The commission appointed to review the Hebron development application to the offshore regulatory started public hearings in St. John’s this week.
Most of the submissions are available on line. They are a study in contrasts.
The City of St. John’s, awash in oil cash from the industry directly or via the provincial government, had probably one of the lightest and most superficial presentations anyone could make.
Their Earth-shattering observations:
- Mechanisms for ongoing exchange of current, relevant information, as well as forecasts, would be advantageous.
- Benefits from previous projects have been considerable and extensive.
- It is important to work together and engage groups as we move forward to realize the many benefits that can be incurred and ensure a legacy for the future.
Lightweight, superficial, motherhood, apple pie, the flag and any other moth-eaten cliché.
The second bullet is a remarkable about-face for a city that waged political war against previous development agreements based entirely on what was – to be sure – partisan bullshit.
There’s an interesting contrast between the Board of Trade presentation and comments by NOIA, the offshore suppliers association.
The Board of Trade argues that one of the the real legacies of Hebron will be knowledge transfer and the development of a strong cadre of local companies that can compete globally for oil and gas work.
Each individual project gets us closer to a sustainable
oil industry in which we achieve benefits that extend beyond any one project. Skills can be exported to other harsh environments, like the Arctic, which might provide more opportunities in the near future. Experience can be applied to building new industries that will provide employment and wealth creation after the oil runs out. Improvements can be made in how we do business so
that we are a sought after place for future investment and growth.That is the potential project legacy if we make the right choices and investments.
But NOIA is complaining that the Hebron benefits agreement isn’t delivering as promised:
The Hebron benefits plan adds requirements that are beyond the scale of the current capacity of the local supply and service sector. The use of the phrase “globally competitive” throughout the benefits plan sets a standard that a small, young industry like ours will
struggle to reach in its present state. In NOIA’s view, the proponent should focus efforts on advancing the local industry toward global competitiveness, rather than make it a condition of local participation in the Hebron project.NOIA members expect each new project to “raise the bar” on local content and participation at all levels of development and operations – not just increase the person hours of work achieved. We want to see an increase in the level of specialized work, technology transfer and expertise gained.
That’s actually not surprising. When the provincial government unveiled the memorandum of understanding and then the final agreements, a number of local observers privately noted that the local guaranteed work components were things the province would get anyway. Beyond that, the work was relatively unsophisticated work scarcely more advanced than the stuff they did on Hibernia 15 years ago. What’s worse, other components that could have been developed here wound up going off to other places.
As it appears the provincial government fought hard to get a few things for itself – like an equity position – and left the other local benefits slide. That’s a very significant departure from the standards set by the development agreements signed before 2003. Those would be the ones the City of St. John’s now praises.
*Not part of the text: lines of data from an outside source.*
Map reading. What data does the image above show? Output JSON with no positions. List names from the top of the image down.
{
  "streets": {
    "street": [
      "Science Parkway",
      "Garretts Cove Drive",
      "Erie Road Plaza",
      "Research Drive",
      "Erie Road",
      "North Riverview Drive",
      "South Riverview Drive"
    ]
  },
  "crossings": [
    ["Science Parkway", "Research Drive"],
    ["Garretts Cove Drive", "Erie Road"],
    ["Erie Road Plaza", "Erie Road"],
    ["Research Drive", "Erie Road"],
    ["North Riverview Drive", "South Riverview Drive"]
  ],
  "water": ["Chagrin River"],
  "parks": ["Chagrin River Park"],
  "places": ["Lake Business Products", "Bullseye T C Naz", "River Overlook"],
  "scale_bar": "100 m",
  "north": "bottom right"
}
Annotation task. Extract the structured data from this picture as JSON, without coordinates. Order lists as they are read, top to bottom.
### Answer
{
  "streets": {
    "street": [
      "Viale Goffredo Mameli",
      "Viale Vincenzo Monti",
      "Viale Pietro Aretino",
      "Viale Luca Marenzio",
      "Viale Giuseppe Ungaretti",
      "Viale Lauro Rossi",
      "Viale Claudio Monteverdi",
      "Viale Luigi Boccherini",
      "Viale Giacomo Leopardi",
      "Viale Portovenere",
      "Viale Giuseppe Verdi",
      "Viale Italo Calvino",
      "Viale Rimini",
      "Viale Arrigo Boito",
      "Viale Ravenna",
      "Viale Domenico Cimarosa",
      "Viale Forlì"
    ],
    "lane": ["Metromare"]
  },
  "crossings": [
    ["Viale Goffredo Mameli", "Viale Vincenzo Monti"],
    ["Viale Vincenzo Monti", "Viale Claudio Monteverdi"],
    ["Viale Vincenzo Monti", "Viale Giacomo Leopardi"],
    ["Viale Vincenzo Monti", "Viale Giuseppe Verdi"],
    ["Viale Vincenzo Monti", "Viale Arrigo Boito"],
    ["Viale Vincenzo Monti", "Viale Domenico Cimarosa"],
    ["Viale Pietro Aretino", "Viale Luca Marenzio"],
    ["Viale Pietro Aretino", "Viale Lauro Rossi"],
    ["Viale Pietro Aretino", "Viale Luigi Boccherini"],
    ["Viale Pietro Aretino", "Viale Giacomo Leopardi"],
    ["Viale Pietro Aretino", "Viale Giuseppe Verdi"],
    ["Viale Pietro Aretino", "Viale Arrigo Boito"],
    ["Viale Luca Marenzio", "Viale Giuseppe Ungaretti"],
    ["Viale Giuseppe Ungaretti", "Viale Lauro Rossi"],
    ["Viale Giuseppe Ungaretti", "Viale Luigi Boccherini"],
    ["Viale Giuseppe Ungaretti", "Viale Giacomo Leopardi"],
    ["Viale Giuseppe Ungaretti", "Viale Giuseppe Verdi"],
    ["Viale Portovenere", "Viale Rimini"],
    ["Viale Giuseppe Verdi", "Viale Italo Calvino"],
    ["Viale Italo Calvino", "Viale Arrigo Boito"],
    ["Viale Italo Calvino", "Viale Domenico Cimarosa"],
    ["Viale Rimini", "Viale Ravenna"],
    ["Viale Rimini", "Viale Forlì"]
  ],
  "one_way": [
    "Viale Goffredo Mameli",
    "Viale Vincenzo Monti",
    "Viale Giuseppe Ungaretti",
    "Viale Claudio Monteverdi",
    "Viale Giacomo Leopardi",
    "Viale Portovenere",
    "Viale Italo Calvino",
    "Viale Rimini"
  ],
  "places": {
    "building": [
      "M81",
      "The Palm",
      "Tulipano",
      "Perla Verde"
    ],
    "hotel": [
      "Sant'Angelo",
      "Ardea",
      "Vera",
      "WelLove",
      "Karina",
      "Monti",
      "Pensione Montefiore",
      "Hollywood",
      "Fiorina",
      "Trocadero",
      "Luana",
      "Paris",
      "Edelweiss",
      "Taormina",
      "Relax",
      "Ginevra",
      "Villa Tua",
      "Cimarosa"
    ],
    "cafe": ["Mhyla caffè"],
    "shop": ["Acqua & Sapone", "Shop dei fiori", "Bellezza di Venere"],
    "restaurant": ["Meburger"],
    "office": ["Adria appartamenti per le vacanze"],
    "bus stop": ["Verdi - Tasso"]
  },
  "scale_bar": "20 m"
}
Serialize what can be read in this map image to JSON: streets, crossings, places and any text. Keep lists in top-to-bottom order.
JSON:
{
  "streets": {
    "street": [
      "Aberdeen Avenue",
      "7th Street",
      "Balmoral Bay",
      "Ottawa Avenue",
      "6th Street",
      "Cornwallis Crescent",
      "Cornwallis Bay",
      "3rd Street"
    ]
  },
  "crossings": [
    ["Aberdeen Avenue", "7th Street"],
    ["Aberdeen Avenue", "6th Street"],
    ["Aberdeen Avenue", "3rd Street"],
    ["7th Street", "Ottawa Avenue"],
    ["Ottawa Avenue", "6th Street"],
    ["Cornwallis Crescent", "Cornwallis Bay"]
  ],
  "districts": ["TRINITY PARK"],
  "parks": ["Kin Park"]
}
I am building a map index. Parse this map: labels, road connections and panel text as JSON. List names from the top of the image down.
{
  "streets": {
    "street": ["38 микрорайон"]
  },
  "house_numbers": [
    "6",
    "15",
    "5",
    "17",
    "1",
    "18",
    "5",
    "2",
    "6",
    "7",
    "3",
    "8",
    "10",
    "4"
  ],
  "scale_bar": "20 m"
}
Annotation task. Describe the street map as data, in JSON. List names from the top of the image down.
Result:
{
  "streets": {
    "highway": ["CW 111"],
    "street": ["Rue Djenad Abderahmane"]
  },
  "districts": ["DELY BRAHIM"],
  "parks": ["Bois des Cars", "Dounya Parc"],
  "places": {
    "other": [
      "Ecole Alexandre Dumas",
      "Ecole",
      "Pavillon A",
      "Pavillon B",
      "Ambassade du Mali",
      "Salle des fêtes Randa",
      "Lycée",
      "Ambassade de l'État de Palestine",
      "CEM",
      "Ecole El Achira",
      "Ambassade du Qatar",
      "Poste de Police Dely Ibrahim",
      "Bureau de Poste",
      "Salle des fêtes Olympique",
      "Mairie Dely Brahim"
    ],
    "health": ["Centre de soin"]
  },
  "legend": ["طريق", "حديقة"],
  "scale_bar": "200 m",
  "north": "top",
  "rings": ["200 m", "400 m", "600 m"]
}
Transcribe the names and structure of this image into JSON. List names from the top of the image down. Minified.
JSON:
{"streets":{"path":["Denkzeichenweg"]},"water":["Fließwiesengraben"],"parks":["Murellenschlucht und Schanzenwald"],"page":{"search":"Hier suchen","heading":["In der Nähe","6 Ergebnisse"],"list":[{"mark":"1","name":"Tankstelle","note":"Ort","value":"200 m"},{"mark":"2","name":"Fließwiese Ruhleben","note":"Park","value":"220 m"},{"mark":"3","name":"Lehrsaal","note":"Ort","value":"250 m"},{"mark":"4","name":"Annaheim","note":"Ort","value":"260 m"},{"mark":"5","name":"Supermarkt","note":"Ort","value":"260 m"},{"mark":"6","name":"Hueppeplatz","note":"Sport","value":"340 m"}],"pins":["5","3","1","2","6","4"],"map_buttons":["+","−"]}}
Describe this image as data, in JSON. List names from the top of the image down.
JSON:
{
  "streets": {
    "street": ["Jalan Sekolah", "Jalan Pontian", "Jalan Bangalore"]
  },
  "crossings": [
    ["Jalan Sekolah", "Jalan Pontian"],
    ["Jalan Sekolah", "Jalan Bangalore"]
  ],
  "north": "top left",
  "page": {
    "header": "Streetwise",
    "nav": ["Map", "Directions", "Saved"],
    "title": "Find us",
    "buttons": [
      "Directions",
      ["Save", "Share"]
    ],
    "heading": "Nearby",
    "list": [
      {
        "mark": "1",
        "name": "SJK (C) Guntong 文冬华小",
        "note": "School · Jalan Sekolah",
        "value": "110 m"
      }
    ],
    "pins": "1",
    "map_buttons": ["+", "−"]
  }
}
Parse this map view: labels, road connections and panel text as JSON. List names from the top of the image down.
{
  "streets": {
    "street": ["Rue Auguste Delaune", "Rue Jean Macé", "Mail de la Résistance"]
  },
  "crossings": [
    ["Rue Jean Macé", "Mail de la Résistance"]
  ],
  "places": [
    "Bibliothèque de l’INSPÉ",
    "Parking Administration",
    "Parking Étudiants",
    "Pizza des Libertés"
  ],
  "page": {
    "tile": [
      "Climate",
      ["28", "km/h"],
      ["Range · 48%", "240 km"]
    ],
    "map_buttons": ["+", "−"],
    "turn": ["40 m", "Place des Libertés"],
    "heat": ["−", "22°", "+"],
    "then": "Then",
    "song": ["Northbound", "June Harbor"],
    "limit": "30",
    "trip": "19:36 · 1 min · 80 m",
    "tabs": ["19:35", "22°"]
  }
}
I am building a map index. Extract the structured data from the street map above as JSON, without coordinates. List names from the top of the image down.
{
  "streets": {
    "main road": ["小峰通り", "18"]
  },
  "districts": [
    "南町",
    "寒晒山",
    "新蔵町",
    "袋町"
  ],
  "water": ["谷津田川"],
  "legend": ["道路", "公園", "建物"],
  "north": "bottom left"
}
If NOIA’s contention is true, incidentally, that basically means the provincial government oil policy has shifted radically under the Conservatives. As SRBP noted in 2006:
The Wells administration's 1992 Strategic Economic Plan, by contrast, emphasized government policy aimed at strengthening the private sector, diversifying the economy and increasing the ability of local companies, including in the oil and gas sector, to compete effectively on a global basis. Crown corporations were sold off or shut down.
…
Williams' new Hydro corporation returns to an older model based on government subsidy and government dependence. Beyond the attractiveness to some businesses of relying on whatever contracts they can secure from the new Hydro corporation, the political and financial muscle of the state-owned company will likely make it considerably more attractive an investment than a private sector venture, since it will always carry with it a government guarantee of its operations and expenditures. The end result will almost inevitably be a weakening of the local private sector.